Iraq's Christians are calling for an internationally protected safe zone to let them rebuild their lives after the brutal rule of ISIS that threatened to end their 2,000-year history.
Although the Iraqi government declared victory against the terror
group in 2017, Christians are continually targeted and caught in the
middle of sectarian conflict, said Zina Kiryakos, president of the Iraqi
Christian Foundation.
“We want an internationally protected safe zone to give the genocide
victims the ability to rebuild and recover in Nineveh Plains with peace
and security,” Ms Kiryakos told The National.
Iraq is home to a variety Christian denominations, a representation of the country’s religious and ethnic diversity.
But the damage done to Christian enclaves on the Nineveh Plains, east
of Mosul, after their capture by ISIS has been so extensive that it has
become difficult for minorities to exist in peace.
The Iranian-backed militias mobilised to fight ISIS, also known as
Hashed Al Shaabi, have against the will of local Christians taken over
the liberated Syriac towns of Qaraqosh and Bartella, and the Chaldean
town of Karemlash in Eastern Mosul, Ms Kiryakos said.
“Many Christians living in Nineveh Plains are fearful of returning to
their homes in those areas due to the Shiite militias taking over their
towns,” she said.
The militias are trying to take over the Nineveh Plains to make a
road for themselves from Iran to Lebanon, passing through Iraq and
Syria, Ms Kiryakos said.
The US, whose forces helped Iraqi troops to defeat ISIS, and the Iraqi government have rejected the idea of a safe zone.

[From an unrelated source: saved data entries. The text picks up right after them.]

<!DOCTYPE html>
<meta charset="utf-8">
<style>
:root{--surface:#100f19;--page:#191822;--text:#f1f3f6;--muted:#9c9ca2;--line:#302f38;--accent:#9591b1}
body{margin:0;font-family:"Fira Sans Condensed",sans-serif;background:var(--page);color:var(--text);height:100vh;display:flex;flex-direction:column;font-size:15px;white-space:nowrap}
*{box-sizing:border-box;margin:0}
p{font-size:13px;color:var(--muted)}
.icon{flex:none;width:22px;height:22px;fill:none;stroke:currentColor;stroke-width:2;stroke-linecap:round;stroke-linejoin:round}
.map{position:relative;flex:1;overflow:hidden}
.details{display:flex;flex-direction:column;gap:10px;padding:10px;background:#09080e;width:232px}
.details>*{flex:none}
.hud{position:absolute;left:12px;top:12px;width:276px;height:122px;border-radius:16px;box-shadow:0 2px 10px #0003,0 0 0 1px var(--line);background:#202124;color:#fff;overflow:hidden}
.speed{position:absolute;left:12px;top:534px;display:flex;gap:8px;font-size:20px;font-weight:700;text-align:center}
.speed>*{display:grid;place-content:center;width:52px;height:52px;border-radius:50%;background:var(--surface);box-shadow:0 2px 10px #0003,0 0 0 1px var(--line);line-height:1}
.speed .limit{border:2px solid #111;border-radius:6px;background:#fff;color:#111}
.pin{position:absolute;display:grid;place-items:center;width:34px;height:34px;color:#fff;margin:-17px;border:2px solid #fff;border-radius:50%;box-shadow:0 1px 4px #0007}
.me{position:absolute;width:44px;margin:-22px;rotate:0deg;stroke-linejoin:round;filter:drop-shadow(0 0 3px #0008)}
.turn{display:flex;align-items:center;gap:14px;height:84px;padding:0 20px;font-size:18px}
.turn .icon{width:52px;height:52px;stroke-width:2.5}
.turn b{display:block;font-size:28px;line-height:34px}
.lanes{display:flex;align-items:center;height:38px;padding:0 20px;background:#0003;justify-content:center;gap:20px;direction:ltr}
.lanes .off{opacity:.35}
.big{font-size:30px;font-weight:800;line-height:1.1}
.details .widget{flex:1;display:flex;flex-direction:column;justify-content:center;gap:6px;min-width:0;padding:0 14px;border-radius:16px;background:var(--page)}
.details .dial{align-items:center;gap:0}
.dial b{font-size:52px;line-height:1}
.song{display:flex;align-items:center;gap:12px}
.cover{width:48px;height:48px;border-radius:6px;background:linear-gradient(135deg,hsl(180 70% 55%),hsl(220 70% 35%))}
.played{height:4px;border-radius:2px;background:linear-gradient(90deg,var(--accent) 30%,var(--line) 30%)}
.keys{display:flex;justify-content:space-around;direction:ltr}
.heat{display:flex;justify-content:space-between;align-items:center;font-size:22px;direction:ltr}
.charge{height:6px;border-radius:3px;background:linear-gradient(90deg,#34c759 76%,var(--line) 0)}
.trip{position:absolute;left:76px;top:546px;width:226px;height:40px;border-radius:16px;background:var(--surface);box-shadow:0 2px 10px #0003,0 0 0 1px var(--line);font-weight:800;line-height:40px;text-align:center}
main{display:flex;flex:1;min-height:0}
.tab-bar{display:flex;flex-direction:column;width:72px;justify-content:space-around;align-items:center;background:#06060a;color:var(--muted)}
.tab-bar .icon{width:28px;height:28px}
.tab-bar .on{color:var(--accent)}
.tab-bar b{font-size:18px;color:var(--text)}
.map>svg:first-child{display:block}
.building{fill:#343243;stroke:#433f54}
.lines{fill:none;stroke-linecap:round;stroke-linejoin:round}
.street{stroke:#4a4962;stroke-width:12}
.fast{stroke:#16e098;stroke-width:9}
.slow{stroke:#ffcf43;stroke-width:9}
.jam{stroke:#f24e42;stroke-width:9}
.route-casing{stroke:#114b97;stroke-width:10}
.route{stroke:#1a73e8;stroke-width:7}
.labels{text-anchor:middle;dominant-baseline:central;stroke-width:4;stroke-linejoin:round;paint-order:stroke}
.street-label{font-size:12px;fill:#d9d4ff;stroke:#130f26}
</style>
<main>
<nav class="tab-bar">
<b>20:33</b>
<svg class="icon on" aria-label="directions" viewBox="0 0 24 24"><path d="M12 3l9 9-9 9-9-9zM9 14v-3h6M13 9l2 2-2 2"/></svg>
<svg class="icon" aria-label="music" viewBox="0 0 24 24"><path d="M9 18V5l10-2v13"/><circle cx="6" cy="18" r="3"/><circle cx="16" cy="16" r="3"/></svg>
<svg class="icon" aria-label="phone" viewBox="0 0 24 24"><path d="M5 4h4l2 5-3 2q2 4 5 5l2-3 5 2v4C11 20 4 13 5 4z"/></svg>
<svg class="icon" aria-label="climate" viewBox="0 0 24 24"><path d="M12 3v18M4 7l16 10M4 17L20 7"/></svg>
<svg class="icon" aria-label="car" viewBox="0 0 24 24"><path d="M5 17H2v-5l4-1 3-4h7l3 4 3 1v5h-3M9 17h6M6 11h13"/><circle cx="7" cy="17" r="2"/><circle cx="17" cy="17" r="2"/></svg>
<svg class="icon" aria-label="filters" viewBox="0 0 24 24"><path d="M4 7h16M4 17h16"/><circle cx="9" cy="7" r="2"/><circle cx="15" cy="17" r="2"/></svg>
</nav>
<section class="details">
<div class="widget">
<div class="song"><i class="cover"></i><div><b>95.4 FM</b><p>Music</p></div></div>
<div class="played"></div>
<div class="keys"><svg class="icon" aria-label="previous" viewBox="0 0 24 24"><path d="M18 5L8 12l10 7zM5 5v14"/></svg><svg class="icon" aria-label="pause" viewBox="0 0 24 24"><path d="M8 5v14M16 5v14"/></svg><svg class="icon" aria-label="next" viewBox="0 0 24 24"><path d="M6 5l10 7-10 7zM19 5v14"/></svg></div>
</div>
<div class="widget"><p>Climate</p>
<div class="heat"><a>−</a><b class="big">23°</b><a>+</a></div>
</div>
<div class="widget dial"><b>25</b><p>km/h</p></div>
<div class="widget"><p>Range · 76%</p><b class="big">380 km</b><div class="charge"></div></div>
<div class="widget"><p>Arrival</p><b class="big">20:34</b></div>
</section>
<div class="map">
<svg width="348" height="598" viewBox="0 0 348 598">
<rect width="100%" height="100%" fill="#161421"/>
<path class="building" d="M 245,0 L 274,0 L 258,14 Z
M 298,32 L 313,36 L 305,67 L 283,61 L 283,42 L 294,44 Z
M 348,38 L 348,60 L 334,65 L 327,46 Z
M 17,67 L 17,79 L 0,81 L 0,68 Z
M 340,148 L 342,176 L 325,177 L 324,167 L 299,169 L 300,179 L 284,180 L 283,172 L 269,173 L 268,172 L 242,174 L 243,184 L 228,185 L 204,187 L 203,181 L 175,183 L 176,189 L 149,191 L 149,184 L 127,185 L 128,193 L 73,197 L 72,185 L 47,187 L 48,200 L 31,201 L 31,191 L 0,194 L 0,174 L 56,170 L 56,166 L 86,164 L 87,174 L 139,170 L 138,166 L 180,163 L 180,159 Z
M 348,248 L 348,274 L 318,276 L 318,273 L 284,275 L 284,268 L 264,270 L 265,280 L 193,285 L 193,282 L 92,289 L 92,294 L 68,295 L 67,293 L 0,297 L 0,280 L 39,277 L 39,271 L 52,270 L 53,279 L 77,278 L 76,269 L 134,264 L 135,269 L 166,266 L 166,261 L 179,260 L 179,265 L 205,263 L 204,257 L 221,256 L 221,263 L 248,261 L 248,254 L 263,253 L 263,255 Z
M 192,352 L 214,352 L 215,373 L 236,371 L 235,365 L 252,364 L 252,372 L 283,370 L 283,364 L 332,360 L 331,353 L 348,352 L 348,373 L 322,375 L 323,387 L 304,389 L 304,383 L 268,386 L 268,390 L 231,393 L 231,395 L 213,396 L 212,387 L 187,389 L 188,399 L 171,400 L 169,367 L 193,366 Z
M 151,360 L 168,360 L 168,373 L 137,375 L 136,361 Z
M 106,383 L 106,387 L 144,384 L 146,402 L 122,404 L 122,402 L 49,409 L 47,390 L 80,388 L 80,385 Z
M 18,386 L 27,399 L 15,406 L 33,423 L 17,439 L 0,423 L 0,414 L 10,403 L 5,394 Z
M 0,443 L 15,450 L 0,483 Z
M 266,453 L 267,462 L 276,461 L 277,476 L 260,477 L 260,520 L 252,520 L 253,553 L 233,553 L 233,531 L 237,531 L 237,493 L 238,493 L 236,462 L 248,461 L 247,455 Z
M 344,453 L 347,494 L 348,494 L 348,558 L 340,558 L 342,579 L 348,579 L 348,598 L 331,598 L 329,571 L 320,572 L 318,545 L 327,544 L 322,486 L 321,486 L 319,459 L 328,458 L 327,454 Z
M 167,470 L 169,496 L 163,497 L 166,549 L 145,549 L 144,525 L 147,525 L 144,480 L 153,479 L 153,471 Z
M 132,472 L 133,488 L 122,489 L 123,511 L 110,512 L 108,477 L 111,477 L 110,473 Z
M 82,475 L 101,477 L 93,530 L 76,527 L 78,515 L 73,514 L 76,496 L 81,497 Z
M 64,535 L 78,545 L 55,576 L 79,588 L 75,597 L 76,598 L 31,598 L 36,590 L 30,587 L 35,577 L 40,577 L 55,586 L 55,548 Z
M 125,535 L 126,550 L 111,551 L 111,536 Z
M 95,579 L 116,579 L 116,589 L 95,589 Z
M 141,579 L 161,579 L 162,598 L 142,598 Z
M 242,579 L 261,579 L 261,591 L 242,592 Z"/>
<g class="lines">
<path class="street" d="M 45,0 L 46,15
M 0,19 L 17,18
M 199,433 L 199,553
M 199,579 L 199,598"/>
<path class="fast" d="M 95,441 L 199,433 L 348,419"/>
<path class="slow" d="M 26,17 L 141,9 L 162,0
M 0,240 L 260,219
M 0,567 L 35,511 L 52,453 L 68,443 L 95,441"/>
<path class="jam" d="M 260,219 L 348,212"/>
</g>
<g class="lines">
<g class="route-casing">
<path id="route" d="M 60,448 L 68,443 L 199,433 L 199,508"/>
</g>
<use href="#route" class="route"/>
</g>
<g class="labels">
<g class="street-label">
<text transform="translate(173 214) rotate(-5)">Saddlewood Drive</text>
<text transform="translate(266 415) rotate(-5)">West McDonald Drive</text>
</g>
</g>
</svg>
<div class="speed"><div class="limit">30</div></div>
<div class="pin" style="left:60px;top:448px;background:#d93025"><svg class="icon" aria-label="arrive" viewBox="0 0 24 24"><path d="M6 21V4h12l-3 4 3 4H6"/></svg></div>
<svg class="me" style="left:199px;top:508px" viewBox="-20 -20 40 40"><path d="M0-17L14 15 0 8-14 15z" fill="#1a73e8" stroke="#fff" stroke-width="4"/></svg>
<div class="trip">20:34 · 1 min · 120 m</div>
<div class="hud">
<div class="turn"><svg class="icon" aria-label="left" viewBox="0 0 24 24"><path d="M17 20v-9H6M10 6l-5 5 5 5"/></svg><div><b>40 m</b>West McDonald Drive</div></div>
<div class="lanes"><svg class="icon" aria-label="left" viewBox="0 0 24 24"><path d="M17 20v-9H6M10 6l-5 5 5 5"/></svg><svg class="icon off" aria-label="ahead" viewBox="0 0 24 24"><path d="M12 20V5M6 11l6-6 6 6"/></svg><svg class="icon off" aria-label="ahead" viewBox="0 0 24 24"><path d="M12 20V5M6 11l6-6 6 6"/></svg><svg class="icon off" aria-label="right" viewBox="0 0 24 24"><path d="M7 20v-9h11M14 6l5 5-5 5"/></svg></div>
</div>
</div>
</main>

Christians also proposed that the US-led global coalition against
ISIS could train them to guard and police their towns under the
authority of the government, but this was also turned down, Ms Kiryakos
said.
She said Iraqi Christians were shocked when US President Donald Trump
said in January that US troops would remain in Syria to protect the
Syrian Kurds and help to create a safe zone for them in the country's
north-east.
“After hearing this news, Iraqi Christian advocates decided to
publicly cry foul play since our calls for an internationally protected
safe zone for Christian victims of ISIS in northern Iraq were ignored
for years,” Ms Kiryakos said.
Christians in Mosul were forced to flee when ISIS seized the northern
city in mid-2014 and began destroying centuries-old religious sites,
ending a presence that once numbered in the tens of thousands and went
back to Christianity’s earliest years.
Today, Iraq has nearly 500,000 Christians, according to Cardinal
Louis Raphael Sako, Patriarch of Babylon of the Chaldeans and head of
the Chaldean Catholic Church.
“At one point Christians represented 20 per cent of the Iraqi
population, but the number dropped to 10 per cent and it now stands at 2
per cent,” he told The National in February.
The number of Christians started to decline after the US-led invasion that toppled dictator Saddam Hussein in 2003.
Like millions of other Iraqis forced to leave their homes when ISIS
seized a third of the country, members of the Christian community have
moved from northern towns and villages to the capital or other cities,
and many joined the masses fleeing to Europe.